> Data for processing:
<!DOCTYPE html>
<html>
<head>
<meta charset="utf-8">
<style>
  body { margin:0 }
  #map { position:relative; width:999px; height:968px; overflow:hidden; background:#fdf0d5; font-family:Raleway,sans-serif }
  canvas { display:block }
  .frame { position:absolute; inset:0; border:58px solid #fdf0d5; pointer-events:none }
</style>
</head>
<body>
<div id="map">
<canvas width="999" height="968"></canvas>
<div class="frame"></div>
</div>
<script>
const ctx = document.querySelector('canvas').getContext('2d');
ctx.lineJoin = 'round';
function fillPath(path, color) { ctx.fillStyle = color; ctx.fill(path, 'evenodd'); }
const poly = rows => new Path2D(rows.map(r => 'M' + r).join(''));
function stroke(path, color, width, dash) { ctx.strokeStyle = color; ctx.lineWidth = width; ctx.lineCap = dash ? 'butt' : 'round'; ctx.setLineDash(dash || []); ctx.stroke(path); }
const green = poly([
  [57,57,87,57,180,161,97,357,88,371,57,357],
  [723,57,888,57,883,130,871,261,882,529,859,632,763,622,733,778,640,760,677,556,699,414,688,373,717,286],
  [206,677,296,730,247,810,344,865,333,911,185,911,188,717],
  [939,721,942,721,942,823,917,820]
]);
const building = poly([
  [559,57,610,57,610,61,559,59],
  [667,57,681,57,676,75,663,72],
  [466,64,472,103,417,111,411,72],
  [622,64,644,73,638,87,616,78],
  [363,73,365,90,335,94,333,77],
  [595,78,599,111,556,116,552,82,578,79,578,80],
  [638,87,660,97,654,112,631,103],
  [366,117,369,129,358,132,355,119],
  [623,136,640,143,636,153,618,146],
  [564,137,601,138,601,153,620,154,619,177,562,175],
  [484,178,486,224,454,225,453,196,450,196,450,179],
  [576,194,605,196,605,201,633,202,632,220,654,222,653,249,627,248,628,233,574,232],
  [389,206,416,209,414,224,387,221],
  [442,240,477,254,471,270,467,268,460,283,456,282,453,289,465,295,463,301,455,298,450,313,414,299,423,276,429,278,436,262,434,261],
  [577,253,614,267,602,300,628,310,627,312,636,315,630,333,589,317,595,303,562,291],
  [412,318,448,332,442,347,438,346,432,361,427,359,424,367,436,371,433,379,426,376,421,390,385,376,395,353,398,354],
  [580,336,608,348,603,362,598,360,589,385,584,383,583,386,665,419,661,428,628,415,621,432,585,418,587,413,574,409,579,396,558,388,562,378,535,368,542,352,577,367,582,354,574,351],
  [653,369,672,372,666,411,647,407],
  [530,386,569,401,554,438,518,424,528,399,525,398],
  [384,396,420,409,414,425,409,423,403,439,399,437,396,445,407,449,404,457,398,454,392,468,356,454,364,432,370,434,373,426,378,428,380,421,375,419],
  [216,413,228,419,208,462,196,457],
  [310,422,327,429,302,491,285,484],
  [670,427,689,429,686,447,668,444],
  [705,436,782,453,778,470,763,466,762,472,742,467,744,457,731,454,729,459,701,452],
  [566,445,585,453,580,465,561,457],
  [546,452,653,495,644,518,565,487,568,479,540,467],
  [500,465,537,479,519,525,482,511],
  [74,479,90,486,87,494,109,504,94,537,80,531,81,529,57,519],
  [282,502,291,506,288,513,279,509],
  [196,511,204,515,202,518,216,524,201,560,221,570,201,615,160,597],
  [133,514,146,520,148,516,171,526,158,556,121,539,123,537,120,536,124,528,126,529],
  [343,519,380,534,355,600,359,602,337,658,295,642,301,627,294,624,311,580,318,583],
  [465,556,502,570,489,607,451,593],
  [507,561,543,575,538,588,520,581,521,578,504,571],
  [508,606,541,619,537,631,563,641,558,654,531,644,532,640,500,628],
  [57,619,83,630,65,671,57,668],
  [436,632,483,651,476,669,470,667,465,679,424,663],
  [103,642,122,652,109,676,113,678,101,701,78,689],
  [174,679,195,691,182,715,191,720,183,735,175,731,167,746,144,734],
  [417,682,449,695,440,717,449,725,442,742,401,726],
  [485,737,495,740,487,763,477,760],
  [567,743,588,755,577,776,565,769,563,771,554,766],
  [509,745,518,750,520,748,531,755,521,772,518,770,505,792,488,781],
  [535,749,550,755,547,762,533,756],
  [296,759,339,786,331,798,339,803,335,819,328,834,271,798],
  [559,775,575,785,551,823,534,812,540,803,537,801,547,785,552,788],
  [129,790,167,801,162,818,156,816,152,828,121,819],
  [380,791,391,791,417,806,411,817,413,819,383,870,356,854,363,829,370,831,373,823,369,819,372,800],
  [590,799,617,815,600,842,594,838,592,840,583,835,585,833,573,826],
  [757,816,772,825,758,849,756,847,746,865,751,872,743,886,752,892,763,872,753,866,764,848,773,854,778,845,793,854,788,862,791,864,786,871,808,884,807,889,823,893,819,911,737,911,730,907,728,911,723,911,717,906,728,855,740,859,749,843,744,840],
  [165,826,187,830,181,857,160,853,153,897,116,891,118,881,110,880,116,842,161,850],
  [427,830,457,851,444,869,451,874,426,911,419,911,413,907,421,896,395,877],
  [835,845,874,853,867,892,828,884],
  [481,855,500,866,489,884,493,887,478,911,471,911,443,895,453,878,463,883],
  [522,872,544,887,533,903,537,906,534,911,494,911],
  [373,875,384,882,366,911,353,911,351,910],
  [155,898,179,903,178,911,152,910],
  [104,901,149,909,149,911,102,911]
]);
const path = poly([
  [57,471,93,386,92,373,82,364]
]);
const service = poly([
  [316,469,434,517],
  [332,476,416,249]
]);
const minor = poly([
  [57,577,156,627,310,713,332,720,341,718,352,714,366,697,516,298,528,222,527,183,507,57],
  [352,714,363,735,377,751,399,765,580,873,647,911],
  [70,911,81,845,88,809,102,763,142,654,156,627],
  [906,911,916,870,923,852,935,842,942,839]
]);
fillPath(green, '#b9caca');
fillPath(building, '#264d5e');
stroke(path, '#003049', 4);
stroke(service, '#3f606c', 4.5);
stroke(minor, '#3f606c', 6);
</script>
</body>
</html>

> Work item:
A single number is required: the count of lines in the listing that contain the string "canvas".

> Finished exercise:
3